● **YOUR ASSIGNMENT**
I need the number of lines in the following entries that hold the word "names", and no other text.

● **INFORMATION**
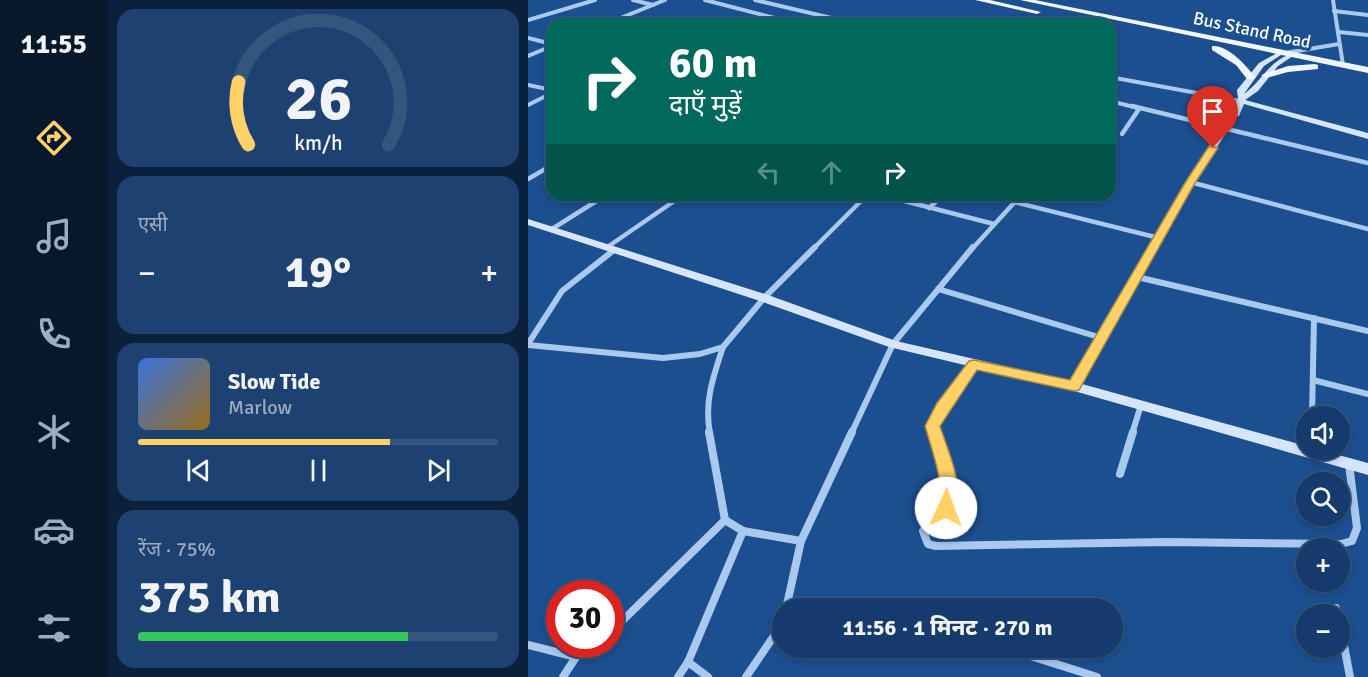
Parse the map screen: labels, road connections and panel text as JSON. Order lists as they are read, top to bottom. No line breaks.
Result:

--

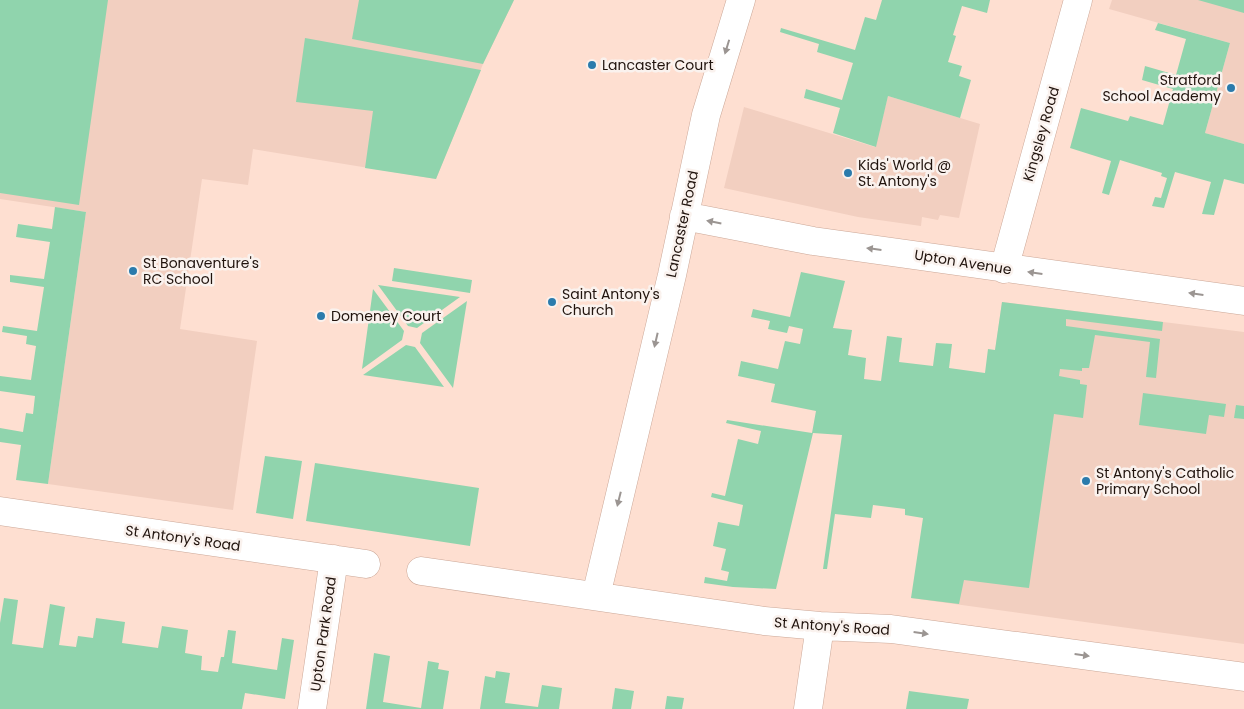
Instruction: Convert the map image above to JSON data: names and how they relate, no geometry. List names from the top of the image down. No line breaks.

---

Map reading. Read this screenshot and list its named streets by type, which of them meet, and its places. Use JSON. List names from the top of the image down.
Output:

● **RESPONSE TO THIS EXERCISE**
2